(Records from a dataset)

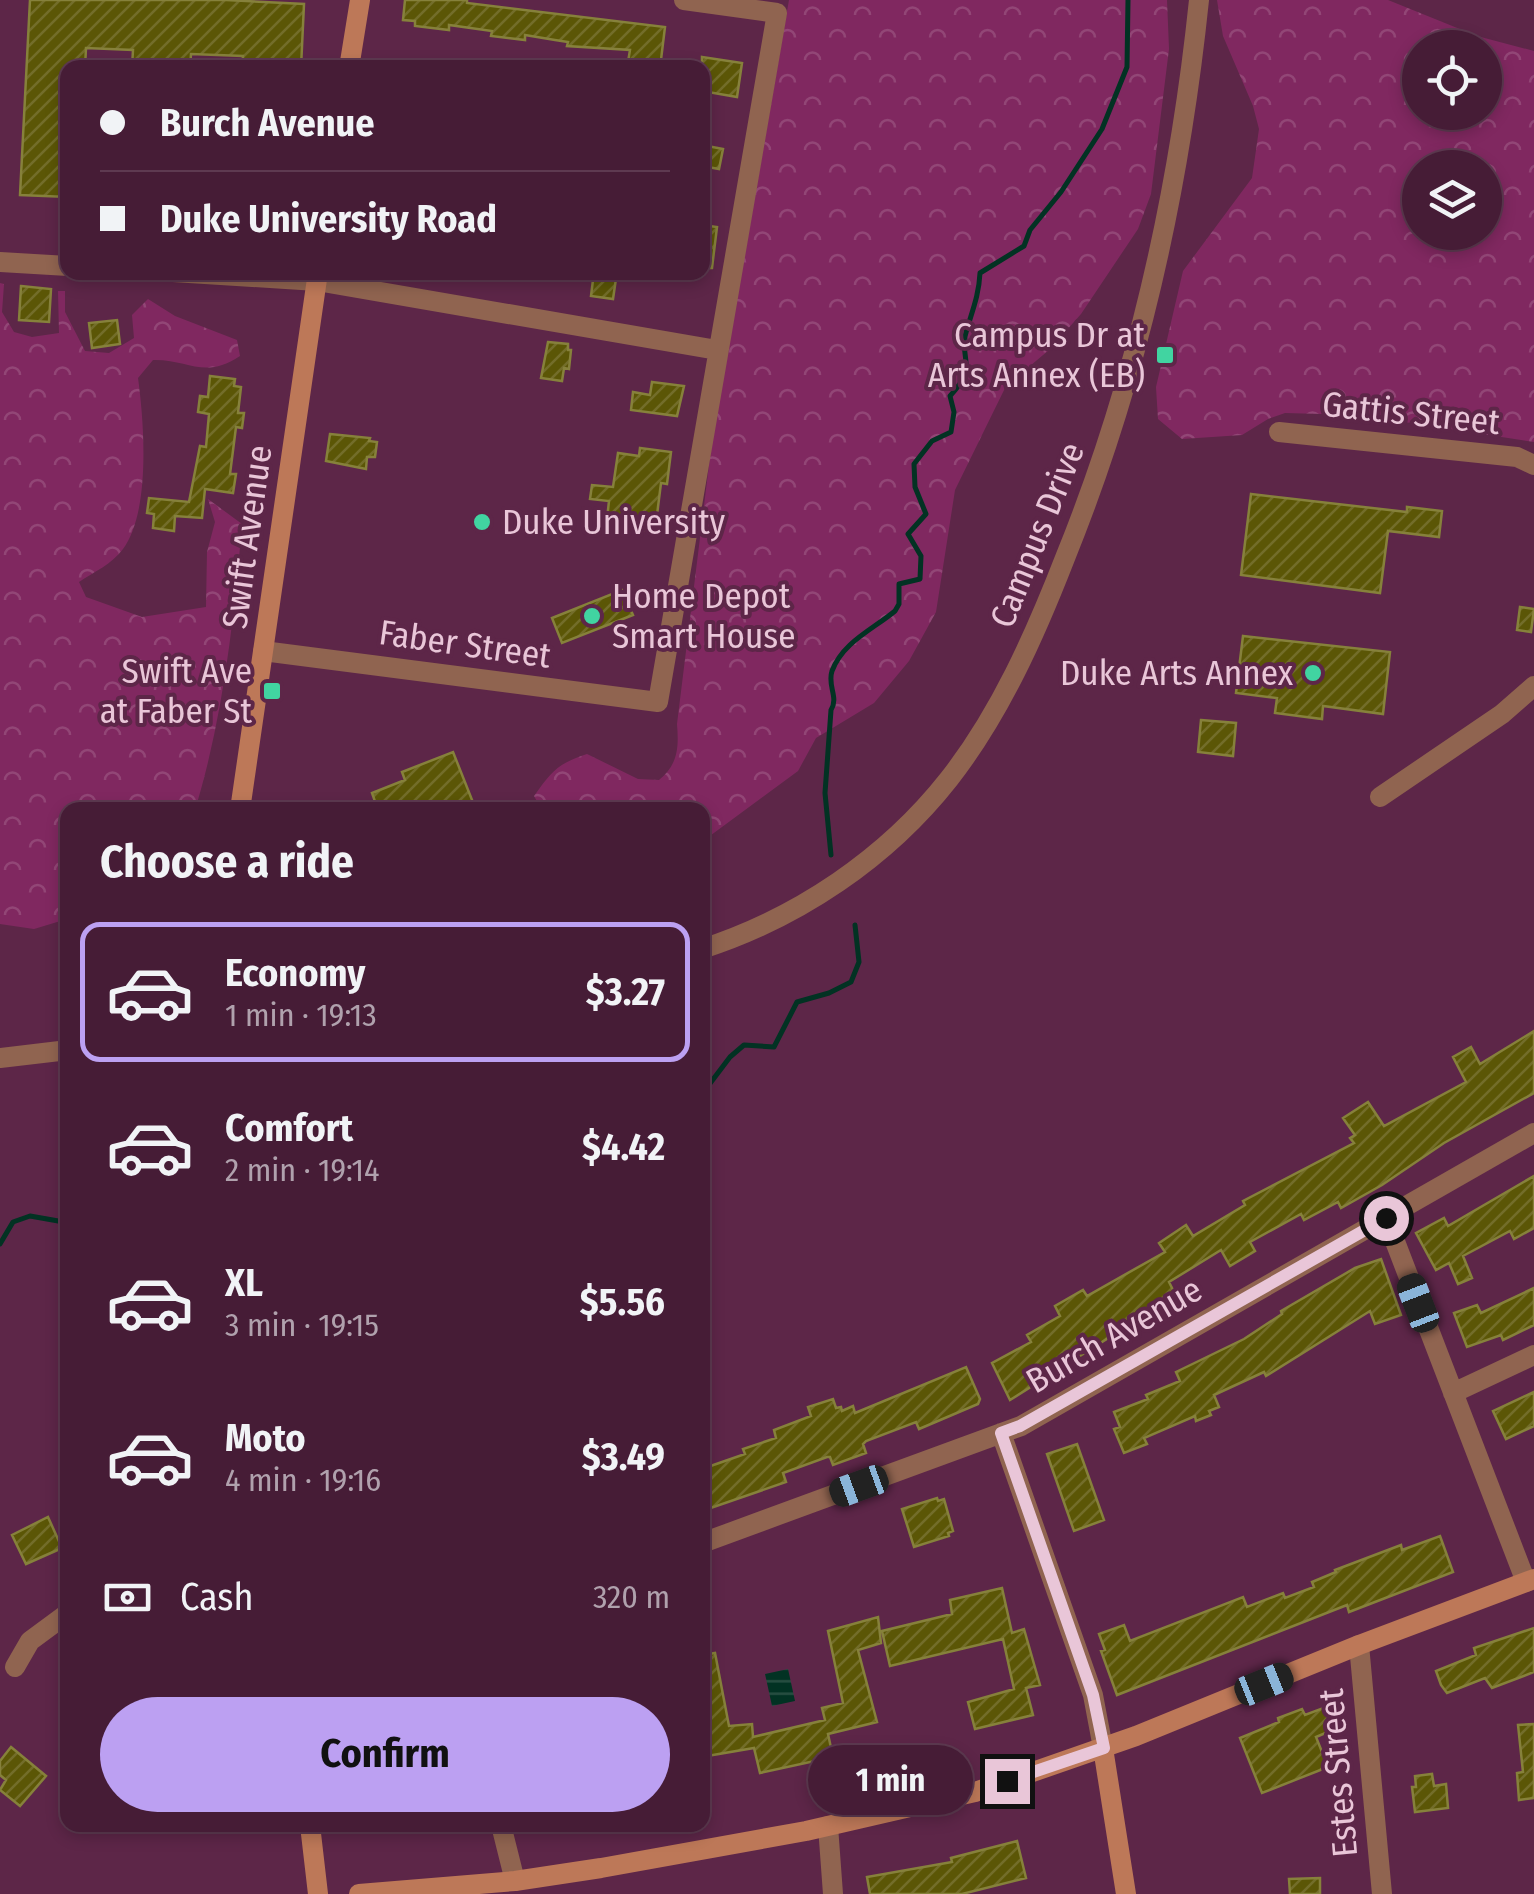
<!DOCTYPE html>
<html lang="en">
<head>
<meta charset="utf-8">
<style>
	:root { --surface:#461c36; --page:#502942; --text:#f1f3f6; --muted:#b0a1ad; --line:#5e3a51; --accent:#bca0f2 }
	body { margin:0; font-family:"Fira Sans Condensed",sans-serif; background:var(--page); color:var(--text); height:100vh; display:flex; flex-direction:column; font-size:38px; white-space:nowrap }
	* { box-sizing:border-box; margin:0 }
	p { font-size:32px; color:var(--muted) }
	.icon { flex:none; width:55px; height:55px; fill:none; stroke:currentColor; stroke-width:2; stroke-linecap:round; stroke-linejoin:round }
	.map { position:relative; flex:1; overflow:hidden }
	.side { position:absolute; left:60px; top:802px; width:650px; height:1030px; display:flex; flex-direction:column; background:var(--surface); border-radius:20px; box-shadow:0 5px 15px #0003,0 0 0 2px var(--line) }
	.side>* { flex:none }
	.guide { position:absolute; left:60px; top:60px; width:650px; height:220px; border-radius:20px; box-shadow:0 5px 15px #0003,0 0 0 2px var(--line); display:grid; align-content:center; height:220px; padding:0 40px; background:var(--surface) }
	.tools { position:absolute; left:1402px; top:30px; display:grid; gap:20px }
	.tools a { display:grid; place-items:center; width:100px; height:100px; border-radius:50%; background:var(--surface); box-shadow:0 5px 15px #0003,0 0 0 2px var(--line); font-size:50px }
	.end { position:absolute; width:45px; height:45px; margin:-22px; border:12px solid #e9c6d8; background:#111; box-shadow:0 0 0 5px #111 }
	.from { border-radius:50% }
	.bubble { position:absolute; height:70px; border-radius:35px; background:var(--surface); box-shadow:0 5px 15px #0003,0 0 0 2px var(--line); font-size:32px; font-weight:700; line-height:70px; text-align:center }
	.car { position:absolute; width:30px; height:60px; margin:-30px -15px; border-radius:12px; box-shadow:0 0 8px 2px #0007; background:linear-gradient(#222 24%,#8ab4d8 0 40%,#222 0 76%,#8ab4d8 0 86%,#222 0) }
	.guide b { display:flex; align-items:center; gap:35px; height:95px; font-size:38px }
	.guide b+b { border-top:2px solid var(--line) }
	.guide i { width:25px; height:25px; background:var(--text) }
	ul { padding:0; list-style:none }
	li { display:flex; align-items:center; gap:30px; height:140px; margin:0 20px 15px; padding:0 20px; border:5px solid transparent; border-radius:20px }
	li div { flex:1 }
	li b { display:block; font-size:38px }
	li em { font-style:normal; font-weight:700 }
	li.current { border-color:var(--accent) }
	li>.icon { width:90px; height:90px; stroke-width:1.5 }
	h2 { padding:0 40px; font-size:45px; line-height:120px }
	.pay { display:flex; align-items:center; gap:25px; height:110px; padding:0 40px; font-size:38px }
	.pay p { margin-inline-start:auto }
	.cta { display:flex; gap:20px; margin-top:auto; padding:20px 40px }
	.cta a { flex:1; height:115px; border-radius:60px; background:var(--accent); color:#111; font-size:40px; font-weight:700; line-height:115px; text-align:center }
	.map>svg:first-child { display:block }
</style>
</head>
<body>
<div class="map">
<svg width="1534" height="1894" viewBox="0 0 1534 1894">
	<defs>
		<pattern id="forest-crowns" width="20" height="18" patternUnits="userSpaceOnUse" patternTransform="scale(2.5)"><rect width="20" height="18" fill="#802860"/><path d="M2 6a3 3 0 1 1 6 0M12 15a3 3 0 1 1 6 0" fill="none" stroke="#924676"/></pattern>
		<pattern id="water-rules" width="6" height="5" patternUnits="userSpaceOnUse" patternTransform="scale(2.5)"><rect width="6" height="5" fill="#023223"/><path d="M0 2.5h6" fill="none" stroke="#274e42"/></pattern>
		<pattern id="building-hatch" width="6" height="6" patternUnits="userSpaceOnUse" patternTransform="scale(2.5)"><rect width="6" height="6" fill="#5b5606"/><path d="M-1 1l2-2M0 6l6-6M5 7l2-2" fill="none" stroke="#736d2a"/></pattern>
	</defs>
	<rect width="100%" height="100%" fill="#5d2648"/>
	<!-- forest -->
	<path fill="url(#forest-crowns)" fill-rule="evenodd" d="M789 0H1167L1169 49 1151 194 1138 229 1081 314 1049 350 1006 386 955 490 936 612 909 661 874 703 816 738 798 771 703 841 702 810H542L534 796C552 771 557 764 587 754L638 779 659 780C678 765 679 747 677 724L711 449Z
		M1217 0H1388L1477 36 1534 51V442L1359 415 1285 413 1268 419 1242 435 1182 439 1158 419 1156 387 1183 271 1252 178 1259 129 1253 106 1223 36ZM1420 48H1485V112H1420ZM1420 168H1485V232H1420Z
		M0 283 4 284 2 312 14 332 32 337 59 333 58 291H65V312L85 351 109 353 134 338 132 315 148 299 175 316 237 340 240 356C204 380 189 359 153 360L138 378C144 422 151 511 123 549 112 564 94 572 79 582L86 597 142 617 206 607 207 552 215 522 208 499 242 524C234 620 223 718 195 810H68L67 919 34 929 0 924Z"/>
	<!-- water -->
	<path fill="url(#water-rules)" d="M788 1669 795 1701 772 1706 765 1674Z"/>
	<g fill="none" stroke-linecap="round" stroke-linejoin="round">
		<!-- stream -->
		<path stroke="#023223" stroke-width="5" d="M831 855 825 793 831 710C839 697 827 686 832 671 843 642 872 630 895 611L899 604V584L920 579 921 556 908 534 926 514 915 487 914 464 932 441 951 432 954 412 950 396C980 364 957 358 967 329 973 309 979 294 980 273L1024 246 1030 230 1061 192 1102 129 1127 67 1128 0
			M702 1094 730 1057 744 1045 774 1047 797 1002 829 993 851 982 859 962 855 925
			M0 1244 13 1222 30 1216 64 1222 68 1219"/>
	</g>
	<!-- building -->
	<path fill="url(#building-hatch)" stroke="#86813b" stroke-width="2.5" d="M30 0H226L304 4 301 68H242L243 56 191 54 190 68H132L133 50 86 48 85 68H68V197L20 195Z
		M405 0H467V3L665 27 660 68H627L630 50 567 46 568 42 555 40 525 35V40L491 36 492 31 449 25V30L415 26V21L403 20Z
		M702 57 742 63 737 97 702 91Z
		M702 145 723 149 719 169 702 166Z
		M702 225 717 227 712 268H702Z
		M594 272H617L613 299 591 296Z
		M21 286 51 289 49 322 19 320Z
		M117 320 120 344 92 348 89 323Z
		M548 342 568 344V350H571L569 369 564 368 562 381 541 378Z
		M210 376 235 379 234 386 241 387 238 413H244L242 428 236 427 230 474H236L233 493 205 489 202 518 175 516 174 531 153 528 154 514 147 513 149 498 189 502 200 446 206 447 209 414 198 412 200 396 208 397Z
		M652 382 684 386 677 416 631 410 633 392 650 395Z
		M330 434 370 438 369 441 377 442 375 457H367L366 469 326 461Z
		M640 448 671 452 667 484 661 483 655 531 606 528 609 501 590 499 592 485 613 487 618 453 639 456Z
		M1251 494 1407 512V507L1442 511 1439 537 1388 531 1380 593 1241 575Z
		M622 590 633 615 562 643 552 618Z
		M1520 607 1534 609 1531 632 1517 630Z
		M1243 636 1390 652 1383 714 1323 706 1322 719 1275 713 1277 698 1236 693Z
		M1201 720 1236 723 1233 756 1198 752Z
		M453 752 476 810H378L372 793 405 780 402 772Z
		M1534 1031V1093L1444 1143 1382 1185 1341 1208 1338 1202 1304 1220 1301 1214 1250 1242 1255 1251 1230 1266 1221 1250 1169 1282 1178 1300 1156 1308 1010 1400 992 1363 1031 1342 1027 1335 1060 1316 1055 1306 1083 1290 1087 1296 1165 1252 1159 1243 1186 1225 1193 1236 1245 1205 1243 1201 1354 1143 1350 1138 1355 1135 1343 1118 1368 1102 1384 1126 1466 1082 1453 1057 1471 1047 1480 1064Z
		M1534 1176V1228L1514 1239 1510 1231 1463 1256 1472 1278 1458 1284 1449 1263 1436 1270 1416 1233 1444 1218 1448 1226Z
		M1381 1259 1401 1315 1375 1324 1370 1311 1266 1376 1264 1372 1214 1395 1219 1407 1209 1411 1211 1415 1196 1421 1195 1416 1144 1438 1147 1444 1124 1453 1114 1429 1120 1427 1114 1412 1148 1399 1146 1395 1180 1381 1176 1372 1244 1339 1282 1314 1281 1311 1355 1268Z
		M1534 1288V1325L1503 1340 1501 1335 1467 1347 1454 1313 1477 1305 1481 1313Z
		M966 1367 980 1399 978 1404 919 1429 916 1422 866 1441 863 1444 866 1453 833 1465 830 1457H827L783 1473 786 1482 702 1511V1469L745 1454 743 1449 776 1438 774 1430 811 1416 808 1407 833 1399 836 1408 841 1407 842 1411 853 1406 855 1413Z
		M1534 1392V1426L1506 1439 1493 1411Z
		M1077 1444 1104 1520 1074 1531 1047 1454Z
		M937 1498 938 1501 944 1499 953 1531 948 1533 949 1536 914 1547 902 1509Z
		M48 1517 62 1548 26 1564 12 1535Z
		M1440 1536 1453 1572 1349 1612 1347 1605 1117 1695 1101 1651 1105 1650 1099 1634 1124 1625 1130 1641 1243 1597 1247 1607 1283 1593 1285 1598 1314 1587 1312 1582 1336 1572 1335 1570 1401 1545 1402 1550Z
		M1002 1588 1012 1633 1024 1629 1040 1685 1026 1688 1033 1715 975 1729 968 1702 1014 1689 1003 1639 890 1666 882 1631 952 1614 950 1600Z
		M878 1617 881 1643 858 1650 877 1722 828 1734 833 1757 760 1773 754 1748 707 1756 702 1727V1655L715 1653 729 1726 752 1724 753 1737 825 1720 822 1708 843 1703 828 1631Z
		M1534 1628V1672L1492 1688 1485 1678 1447 1693 1441 1685 1436 1671 1476 1655 1474 1648Z
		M1326 1707 1335 1729 1316 1737 1328 1767 1262 1793 1240 1738 1279 1722 1278 1718 1302 1709 1305 1715Z
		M1534 1724V1798L1519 1800 1517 1773 1523 1772 1518 1725Z
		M11 1747 46 1776 20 1806 0 1790 6 1780 0 1775V1761Z
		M1432 1774 1434 1786 1446 1784 1448 1808 1415 1812 1412 1787H1416L1415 1776Z
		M1017 1841 1026 1878 962 1894H870L867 1877 952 1862 951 1858Z
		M1320 1878V1894H1290L1289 1879Z"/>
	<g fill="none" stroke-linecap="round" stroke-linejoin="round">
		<!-- street -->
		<path stroke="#906450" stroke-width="20" d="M0 262 68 266
			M173 272 317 281 717 350
			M1279 432 1517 457 1534 465
			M263 651 658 702 777 13 684 0
			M1380 797 1502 714 1534 686
			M702 949C798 918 887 858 949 779 1000 714 1035 635 1065 558 1138 378 1179 193 1199 0
			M0 1058 68 1050
			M1386 1218 1526 1582
			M1453 1393 1534 1355
			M1001 1433 1093 1695 1103 1748
			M702 1543 1021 1426 1534 1133
			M1359 1645 1382 1894
			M15 1667 30 1641 68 1613
			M501 1825 515 1881
			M828 1826 833 1894"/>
		<!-- secondary -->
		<path stroke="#bd7858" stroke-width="20" d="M349 68 360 0
			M240 810 318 272
			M1103 1748 1126 1894
			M310 1825 318 1894
			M359 1894 515 1881 601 1868 806 1831 975 1792 1136 1736 1359 1645 1534 1579"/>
	</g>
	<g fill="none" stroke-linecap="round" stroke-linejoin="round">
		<!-- route -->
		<path stroke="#e9c6d8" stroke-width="12" d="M1007 1781 1104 1748 1093 1695 1001 1433 1020 1426 1386 1218"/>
	</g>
	<!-- markers -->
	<g fill="#41d4a1" stroke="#5d2648" stroke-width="4">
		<rect x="1155" y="345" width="20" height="20" rx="5"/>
		<circle cx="482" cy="522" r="10"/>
		<circle cx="592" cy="616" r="10"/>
		<circle cx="1313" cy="673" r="10"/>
		<rect x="262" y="681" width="20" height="20" rx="5"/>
	</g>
	<g text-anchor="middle" stroke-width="8" stroke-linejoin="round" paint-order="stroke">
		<!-- poi labels -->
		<g font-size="35" fill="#e9c6d8" stroke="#5d2648" text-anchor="end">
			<text x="1145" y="347">Campus Dr at<tspan x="1145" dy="40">Arts Annex (EB)</tspan></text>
			<text x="502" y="534" text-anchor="start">Duke University</text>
			<text x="612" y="608" text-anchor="start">Home Depot<tspan x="612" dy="40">Smart House</tspan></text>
			<text x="252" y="683">Swift Ave<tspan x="252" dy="40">at Faber St</tspan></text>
			<text x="1293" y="685">Duke Arts Annex</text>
		</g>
		<!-- street labels -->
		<g font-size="35" fill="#e9c6d8" stroke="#5d2648">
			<text transform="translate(1411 413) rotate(6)" y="12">Gattis Street</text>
			<text transform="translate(1037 535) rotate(-68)" y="12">Campus Drive</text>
			<text transform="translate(247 537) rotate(-82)" y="12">Swift Avenue</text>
			<text transform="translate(465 644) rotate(8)" y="12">Faber Street</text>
			<text transform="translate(1114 1335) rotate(-30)" y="12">Burch Avenue</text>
			<text transform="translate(1338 1773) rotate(-95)" y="12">Estes Street</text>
		</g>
	</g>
</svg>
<div class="tools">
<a><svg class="icon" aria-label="locate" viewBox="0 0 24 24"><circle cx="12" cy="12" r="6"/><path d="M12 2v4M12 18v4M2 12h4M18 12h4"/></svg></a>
<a><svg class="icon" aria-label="layers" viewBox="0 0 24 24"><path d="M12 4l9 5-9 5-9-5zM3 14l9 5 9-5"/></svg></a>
</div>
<i class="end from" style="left:1386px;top:1218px"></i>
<i class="end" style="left:1007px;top:1781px"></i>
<div class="bubble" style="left:808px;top:1745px;width:165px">1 min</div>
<i class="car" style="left:1418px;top:1303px;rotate:339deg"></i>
<i class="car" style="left:859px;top:1486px;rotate:250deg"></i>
<i class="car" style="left:1264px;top:1684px;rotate:68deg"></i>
<div class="guide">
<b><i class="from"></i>Burch Avenue</b>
<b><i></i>Duke University Road</b>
</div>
<section class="side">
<h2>Choose a ride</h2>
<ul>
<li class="current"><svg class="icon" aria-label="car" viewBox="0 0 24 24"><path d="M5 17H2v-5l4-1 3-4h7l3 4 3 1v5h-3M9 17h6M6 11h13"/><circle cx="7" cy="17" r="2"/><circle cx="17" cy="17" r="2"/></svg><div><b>Economy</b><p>1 min · 19:13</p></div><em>$3.27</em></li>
<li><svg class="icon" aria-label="car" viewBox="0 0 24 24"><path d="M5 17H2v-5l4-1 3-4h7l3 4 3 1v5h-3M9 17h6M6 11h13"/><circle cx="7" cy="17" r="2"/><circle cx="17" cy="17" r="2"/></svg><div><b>Comfort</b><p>2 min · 19:14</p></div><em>$4.42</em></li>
<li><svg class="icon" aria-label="car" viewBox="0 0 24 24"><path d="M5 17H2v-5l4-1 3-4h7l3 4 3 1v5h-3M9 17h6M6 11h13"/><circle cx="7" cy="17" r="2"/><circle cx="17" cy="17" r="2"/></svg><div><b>XL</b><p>3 min · 19:15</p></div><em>$5.56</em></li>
<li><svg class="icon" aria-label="car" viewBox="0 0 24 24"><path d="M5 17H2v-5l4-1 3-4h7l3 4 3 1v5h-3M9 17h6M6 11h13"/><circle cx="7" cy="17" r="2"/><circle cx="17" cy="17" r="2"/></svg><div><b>Moto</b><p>4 min · 19:16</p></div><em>$3.49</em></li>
</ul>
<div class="pay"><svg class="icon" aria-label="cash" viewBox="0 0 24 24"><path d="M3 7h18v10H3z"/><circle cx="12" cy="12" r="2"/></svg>Cash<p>320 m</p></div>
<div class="cta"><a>Confirm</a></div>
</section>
</div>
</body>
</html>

- _Task to complete_
Which of the lines in the data contain the string "body"? Return each one.

- _Task answer_
	body { margin:0; font-family:"Fira Sans Condensed",sans-serif; background:var(--page); color:var(--text); height:100vh; display:flex; flex-direction:column; font-size:38px; white-space:nowrap }
<body>
</body>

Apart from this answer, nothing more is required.